And then you're gonna calculate if I put steamed broccoli. And again, you're gonna have to do some visualization. This is not gonna be a perfect number, but it's going to give you a basic estimate, which is really what you want to kind of give yourself that data. When I eat 75 grams of carbs each day, my blood sugar does this. When I eat chicken marsala and I replace the noodles at the Olive Garden with steamed broccoli, I eat that and my blood sugar does this. That is basic information that you need to know. If your blood Sugar goes to 180 with that, you're going to have to decide, is it the sauce? Maybe that chicken marsala has some sugar in the sauce, and it doesn't work for my body. Now, if you had breadsticks from Olive Garden with that, that would be what shot your blood sugar up. It's not probably the broccoli and the chicken marsala. Okay.
So seeing that you want to measure, even if you can't get the perfect number of carbs with that meal, you're going to know this meal does this to my blood sugars.
So I need to make some adjustments here. Okay. But do try, do attempt to get a carbohydrate count. The other thing you're doing here is you're looking up a meal, and you may. Panera is classic for this.
You'll think, I mean, you're getting a salad at Panera. But if you look up the nutritional information and most of their Salads. Their salads are still incredibly high in carbohydrates. I'm assuming they use a lot of high fructose corn syrup and sugar in their salad dressings. But that's a great example where you think you're doing something healthy and you can't seem to pull your blood sugars down. Well, maybe this isn't that food that you're eating isn't as great as you think it is. This is where ahead of time, looking up that value, that nutritional information ahead of time will provide that information for you in order for you to make a better decision. Okay, so you take your five favorite restaurants, the ones that you go to all the time, spend 10 minutes reviewing their nutritional information, and pick two items from their menu that you know you like and serve your health goals. Those are the two criteria you're going to want for each of those menu items.
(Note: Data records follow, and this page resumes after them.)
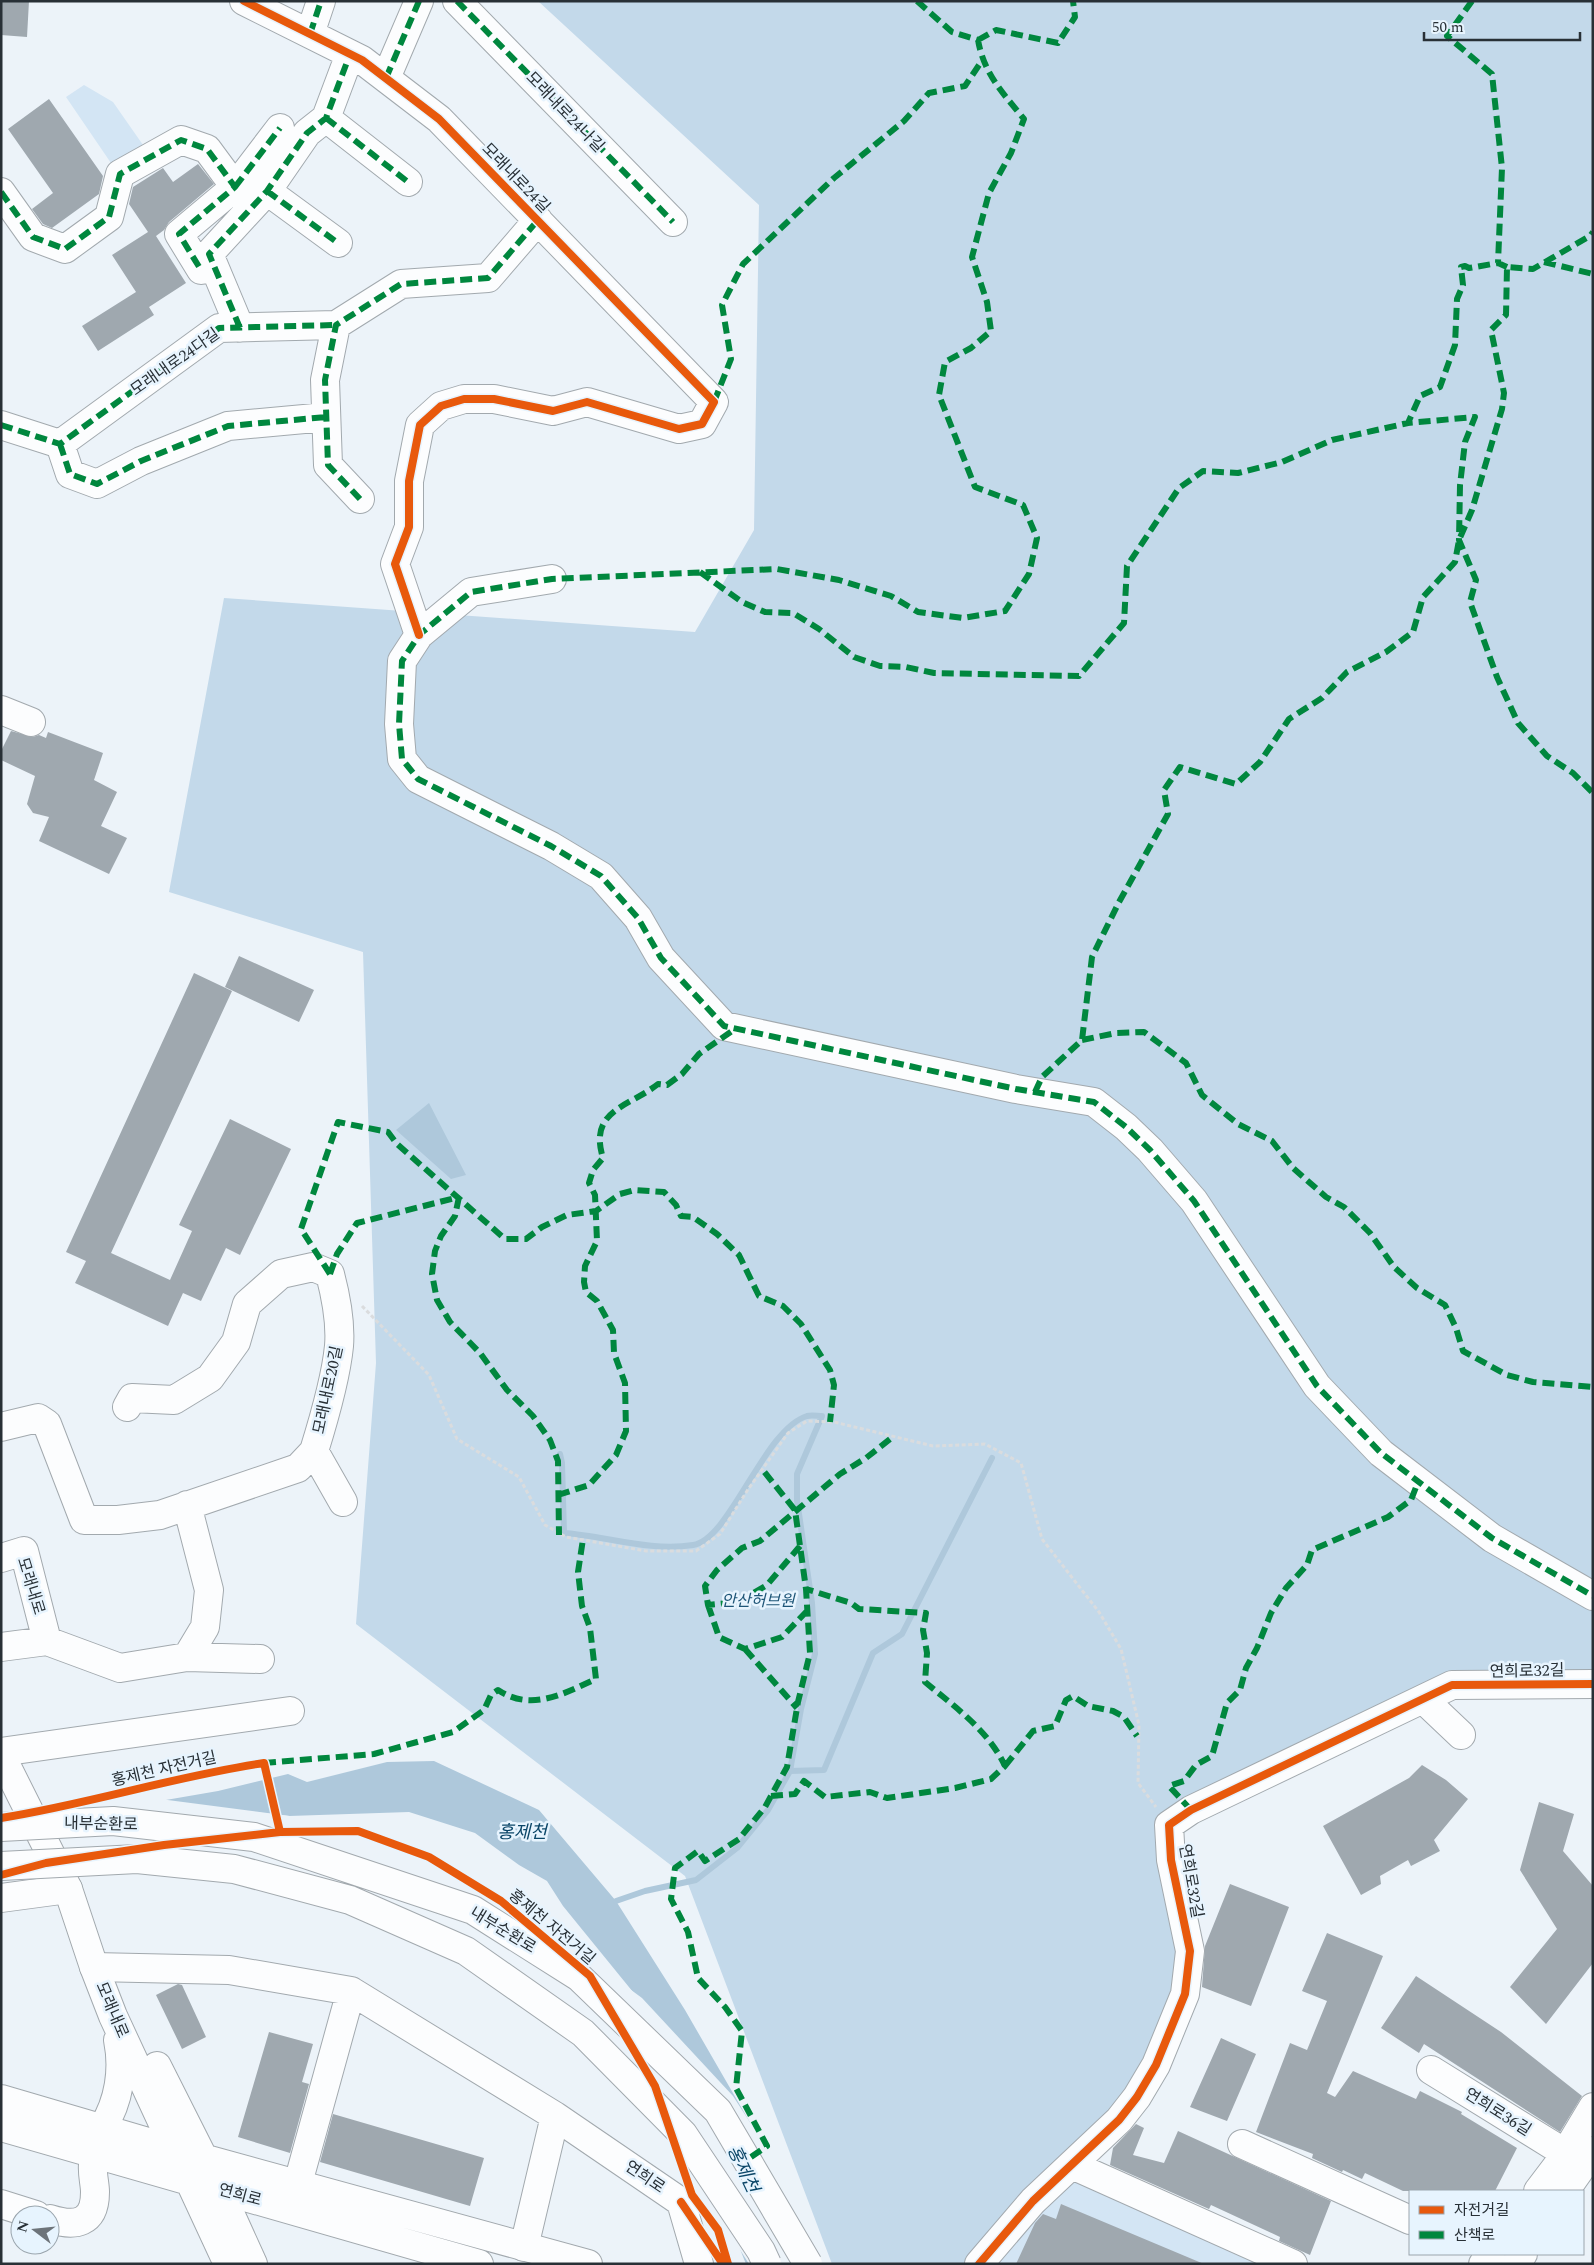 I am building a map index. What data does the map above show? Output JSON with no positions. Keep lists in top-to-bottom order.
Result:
{
  "streets": {
    "main road": [
      "모래내로24나길",
      "모래내로24길",
      "모래내로24다길",
      "모래내로20길",
      "모래내로",
      "연희로32길",
      "내부순환로",
      "연희로36길",
      "연희로"
    ],
    "cycle path": ["홍제천 자전거길"]
  },
  "crossings": [
    ["모래내로", "연희로"]
  ],
  "water": ["홍제천"],
  "parks": ["안산허브원"],
  "legend": ["자전거길", "산책로"],
  "scale_bar": "50 m",
  "north": "left"
} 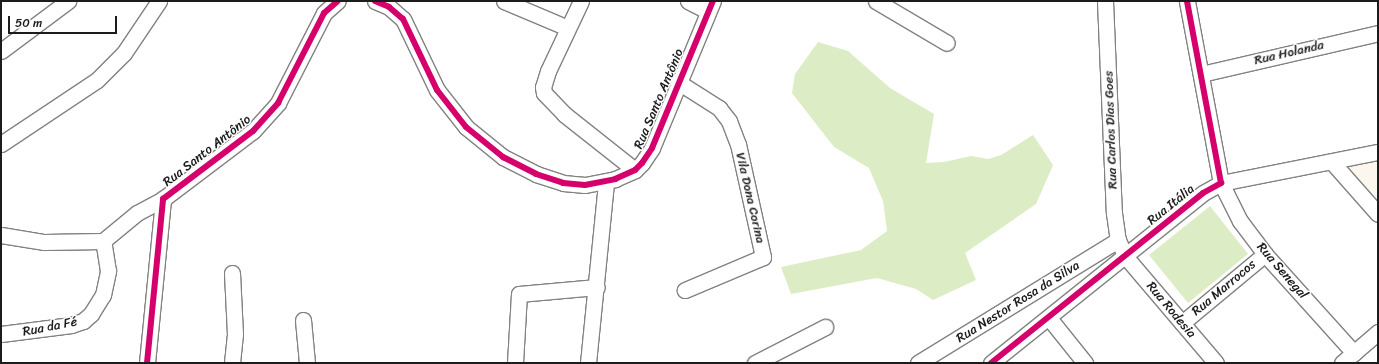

I held that list in my phone, and that's what I used to eat when we went out to eat.
And 80% of the time, it was at the five restaurants that my family likes to go to.
That was what I used. I just looked at that list and I used one of those two things, and I knew the nutritional information and I could calculate what it was very quickly from there. Okay, put that list in your phone. Never look at the menu again.
It is very rare, even to this day. And my A1C has been normalized for years, and my insulin has been normal for years, and my weight has been where I want it to be for years. Like two to four years on those.
I've had all of those results to this day. I very, very rarely ever look at a menu when I'm in the restaurant. I always look ahead of time to make sure I have a good idea of what I'm gonna get.
That is one of the most powerful strategies that you can use for managing restaurant eating. Even on the 20% of time that you go somewhere with somebody else, it's not your typical restaurants. Look at that menu online before you go and know what you are going to eat before you get into the restaurant. Okay. That being said, many of us struggle with looking like, I want something more. I know that this is the thing I should eat, but man, that looks so good. Okay, that is where signing up for either reverse your diabetes assessment call, which you can do on Calendly. I'm going to put that link in here.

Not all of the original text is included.